[Start of section]

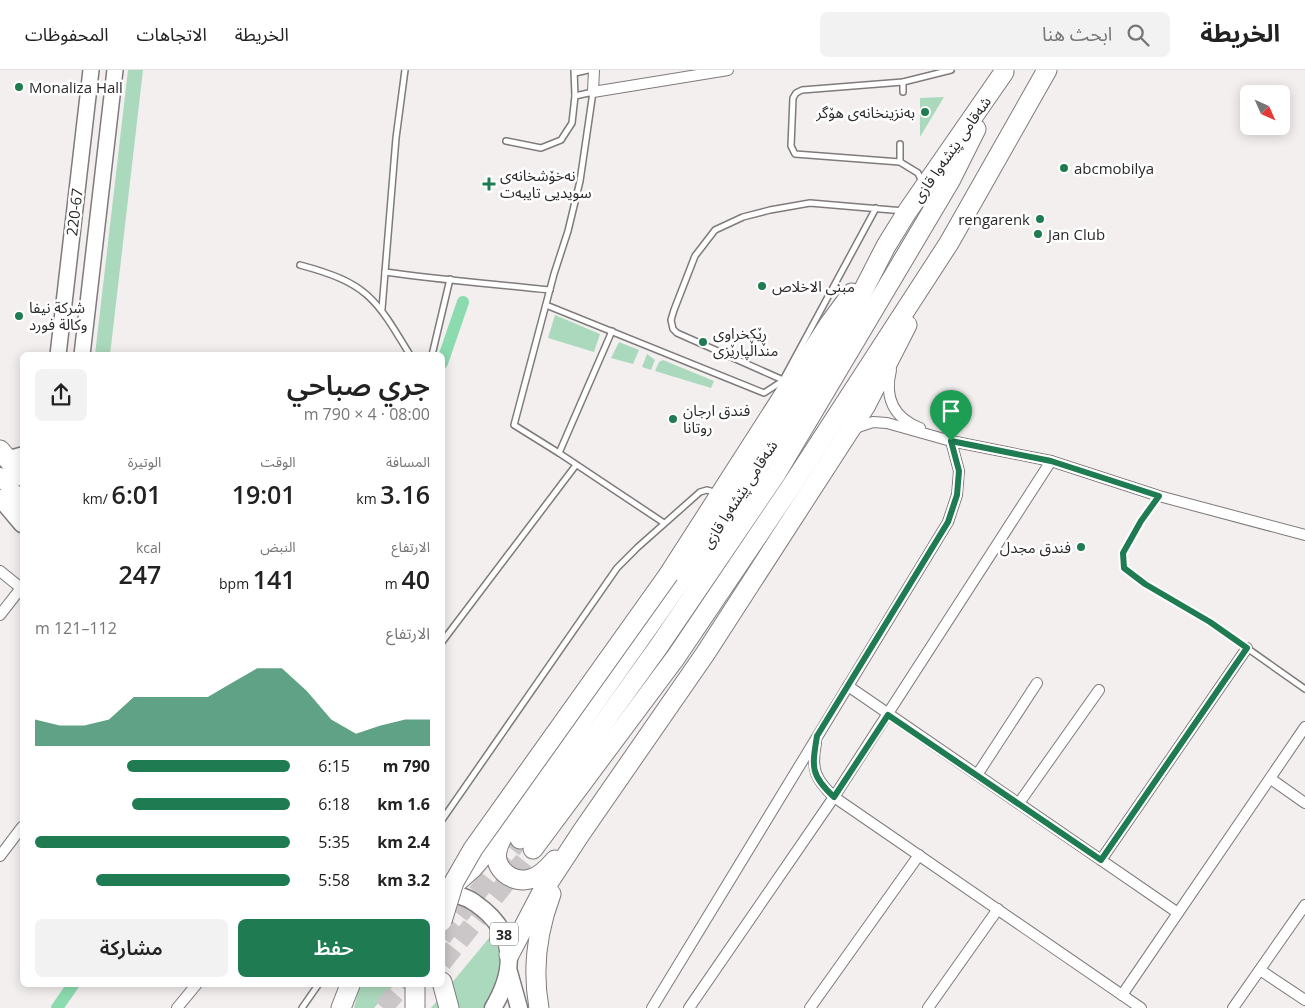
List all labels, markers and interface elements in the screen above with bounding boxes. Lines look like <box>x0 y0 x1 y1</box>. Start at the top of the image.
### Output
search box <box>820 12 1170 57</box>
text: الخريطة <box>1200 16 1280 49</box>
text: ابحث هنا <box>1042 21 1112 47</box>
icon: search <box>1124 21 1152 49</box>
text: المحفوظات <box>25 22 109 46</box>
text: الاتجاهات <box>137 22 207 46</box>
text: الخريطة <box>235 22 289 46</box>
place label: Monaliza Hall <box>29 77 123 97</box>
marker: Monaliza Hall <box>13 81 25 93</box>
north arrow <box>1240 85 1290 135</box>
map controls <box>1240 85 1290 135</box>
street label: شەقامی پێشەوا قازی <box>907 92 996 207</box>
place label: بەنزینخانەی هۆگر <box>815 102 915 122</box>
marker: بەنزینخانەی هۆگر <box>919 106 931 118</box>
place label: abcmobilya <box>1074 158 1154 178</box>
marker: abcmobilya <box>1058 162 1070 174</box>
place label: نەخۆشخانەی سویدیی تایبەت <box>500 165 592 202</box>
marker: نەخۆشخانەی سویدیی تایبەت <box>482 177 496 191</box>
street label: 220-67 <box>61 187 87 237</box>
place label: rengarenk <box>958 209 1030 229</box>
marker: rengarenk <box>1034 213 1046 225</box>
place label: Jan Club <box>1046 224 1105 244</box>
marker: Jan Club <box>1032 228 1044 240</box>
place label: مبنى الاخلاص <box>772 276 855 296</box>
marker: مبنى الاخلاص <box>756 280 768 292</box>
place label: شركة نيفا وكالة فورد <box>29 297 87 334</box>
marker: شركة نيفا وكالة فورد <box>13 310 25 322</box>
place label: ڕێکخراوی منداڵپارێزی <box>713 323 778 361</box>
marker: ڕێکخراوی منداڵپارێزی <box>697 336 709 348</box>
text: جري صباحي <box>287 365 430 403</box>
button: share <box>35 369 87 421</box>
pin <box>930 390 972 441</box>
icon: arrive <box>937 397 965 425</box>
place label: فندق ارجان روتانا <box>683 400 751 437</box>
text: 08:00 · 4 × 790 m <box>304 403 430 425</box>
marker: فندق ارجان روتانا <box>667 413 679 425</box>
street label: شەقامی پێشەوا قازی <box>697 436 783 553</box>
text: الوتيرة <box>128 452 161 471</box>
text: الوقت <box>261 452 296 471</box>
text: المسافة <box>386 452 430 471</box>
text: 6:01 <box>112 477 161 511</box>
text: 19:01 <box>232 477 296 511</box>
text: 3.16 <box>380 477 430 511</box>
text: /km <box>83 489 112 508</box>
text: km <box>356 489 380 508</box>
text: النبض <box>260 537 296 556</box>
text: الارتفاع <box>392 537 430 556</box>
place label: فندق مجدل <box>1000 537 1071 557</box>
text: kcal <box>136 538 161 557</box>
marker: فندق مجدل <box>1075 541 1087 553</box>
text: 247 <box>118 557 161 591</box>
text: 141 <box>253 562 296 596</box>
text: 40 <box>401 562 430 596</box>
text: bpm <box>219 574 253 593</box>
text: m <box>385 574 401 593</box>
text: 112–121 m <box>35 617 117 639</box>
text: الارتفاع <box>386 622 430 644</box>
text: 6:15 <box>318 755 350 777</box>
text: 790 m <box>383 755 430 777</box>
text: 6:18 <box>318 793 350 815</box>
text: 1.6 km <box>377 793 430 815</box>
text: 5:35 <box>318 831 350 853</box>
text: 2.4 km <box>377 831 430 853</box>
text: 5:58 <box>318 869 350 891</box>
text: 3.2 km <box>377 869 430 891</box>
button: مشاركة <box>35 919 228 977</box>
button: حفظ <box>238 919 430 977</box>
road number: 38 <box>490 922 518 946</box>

[End of section]
[Start of section]

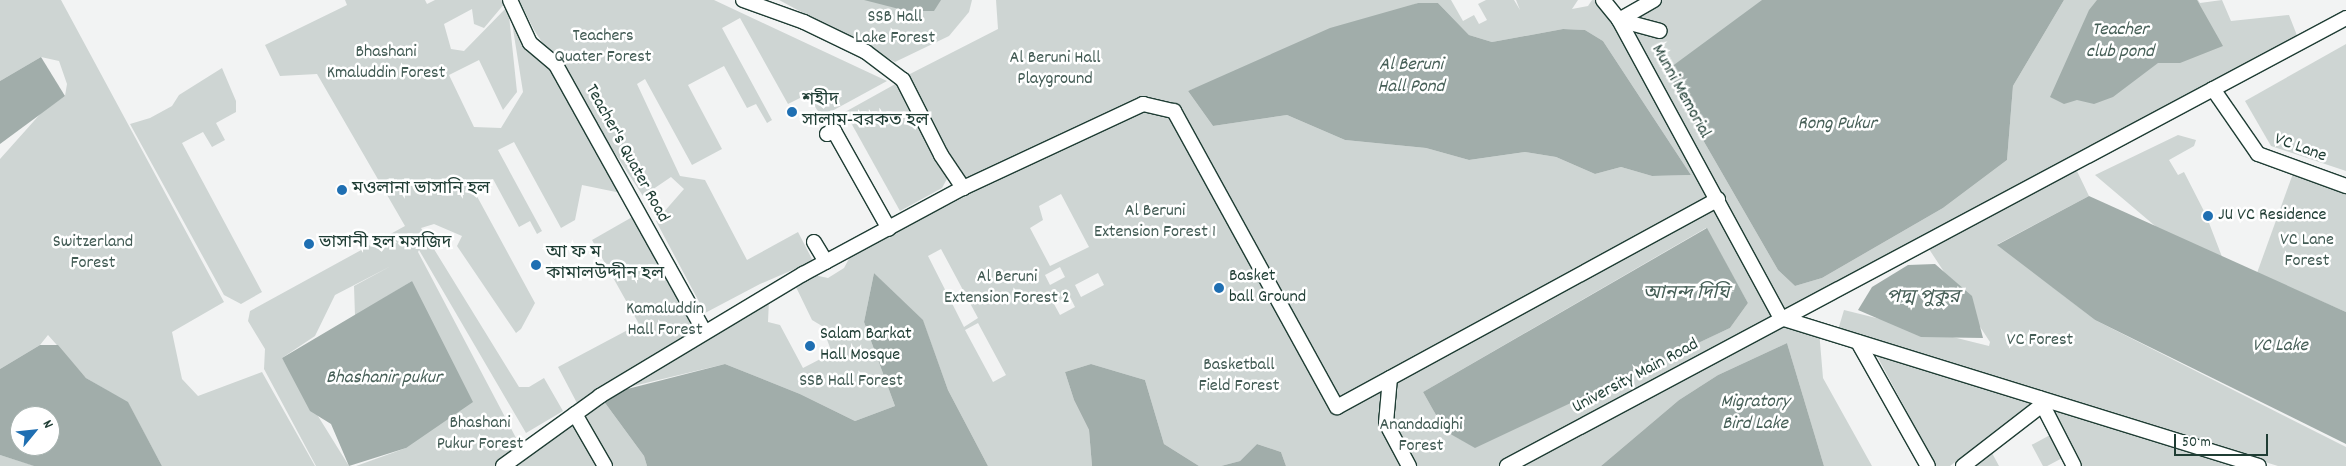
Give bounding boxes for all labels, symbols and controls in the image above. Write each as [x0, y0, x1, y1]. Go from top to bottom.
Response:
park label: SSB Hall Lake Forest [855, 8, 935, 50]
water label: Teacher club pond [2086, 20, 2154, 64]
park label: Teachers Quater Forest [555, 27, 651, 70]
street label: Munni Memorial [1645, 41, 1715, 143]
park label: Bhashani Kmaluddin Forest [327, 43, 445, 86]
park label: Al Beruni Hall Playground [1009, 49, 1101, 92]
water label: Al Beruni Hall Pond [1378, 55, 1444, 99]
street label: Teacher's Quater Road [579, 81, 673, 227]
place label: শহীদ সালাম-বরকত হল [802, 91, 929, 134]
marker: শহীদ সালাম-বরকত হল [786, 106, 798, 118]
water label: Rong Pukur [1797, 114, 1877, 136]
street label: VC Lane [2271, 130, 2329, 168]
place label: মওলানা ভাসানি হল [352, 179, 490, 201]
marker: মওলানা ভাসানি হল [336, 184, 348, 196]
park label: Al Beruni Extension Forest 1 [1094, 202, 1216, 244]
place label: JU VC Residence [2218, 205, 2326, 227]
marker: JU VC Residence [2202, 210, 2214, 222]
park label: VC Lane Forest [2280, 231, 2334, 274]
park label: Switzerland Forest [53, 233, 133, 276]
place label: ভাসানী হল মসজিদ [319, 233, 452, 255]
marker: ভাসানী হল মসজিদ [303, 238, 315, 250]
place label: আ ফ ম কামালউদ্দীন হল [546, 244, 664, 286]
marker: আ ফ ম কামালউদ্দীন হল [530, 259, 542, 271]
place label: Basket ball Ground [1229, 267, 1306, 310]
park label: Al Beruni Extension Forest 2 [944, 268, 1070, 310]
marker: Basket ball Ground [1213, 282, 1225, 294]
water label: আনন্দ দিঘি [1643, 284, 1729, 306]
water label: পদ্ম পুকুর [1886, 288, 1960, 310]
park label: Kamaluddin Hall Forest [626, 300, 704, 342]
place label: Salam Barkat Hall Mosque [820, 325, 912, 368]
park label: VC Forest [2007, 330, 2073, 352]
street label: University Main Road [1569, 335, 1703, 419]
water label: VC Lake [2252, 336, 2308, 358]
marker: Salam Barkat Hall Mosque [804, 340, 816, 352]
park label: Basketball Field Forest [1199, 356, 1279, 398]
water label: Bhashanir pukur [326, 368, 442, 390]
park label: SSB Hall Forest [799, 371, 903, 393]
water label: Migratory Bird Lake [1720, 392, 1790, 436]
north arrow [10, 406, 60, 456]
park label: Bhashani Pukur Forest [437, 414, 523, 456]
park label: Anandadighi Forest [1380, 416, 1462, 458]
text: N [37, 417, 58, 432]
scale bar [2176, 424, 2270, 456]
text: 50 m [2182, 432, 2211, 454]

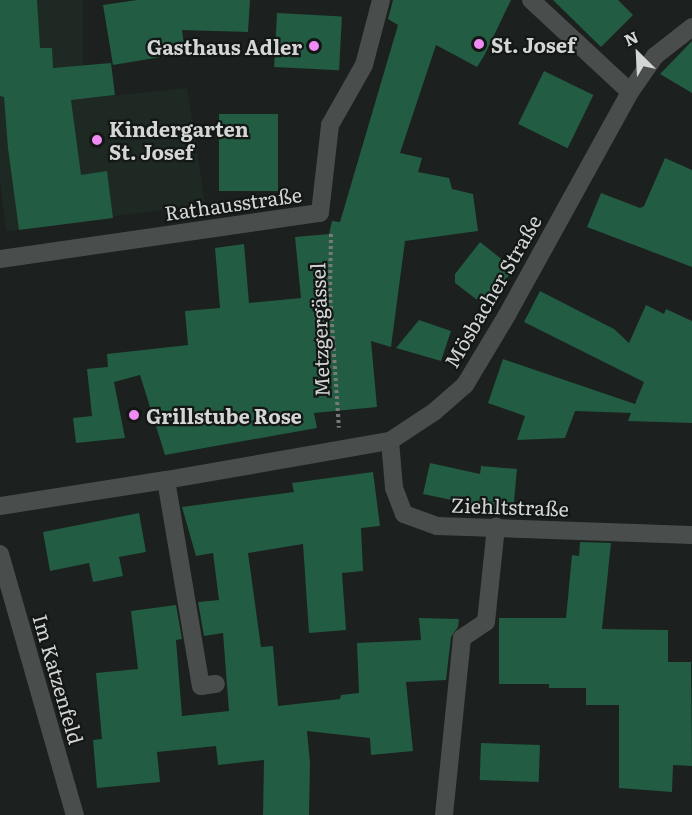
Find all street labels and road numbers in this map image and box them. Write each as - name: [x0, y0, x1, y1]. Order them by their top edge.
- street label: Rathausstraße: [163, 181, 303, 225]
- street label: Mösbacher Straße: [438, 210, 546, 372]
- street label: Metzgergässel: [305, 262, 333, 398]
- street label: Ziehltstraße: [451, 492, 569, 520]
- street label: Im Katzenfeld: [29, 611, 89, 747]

[End of section]

> **AIM OF THE EXERCISE**
If a line of the listing above contains "icon", pick it out and copy it.

> **ANSWER TO THIS TASK**
icon: search <box>1124 21 1152 49</box>
icon: arrive <box>937 397 965 425</box>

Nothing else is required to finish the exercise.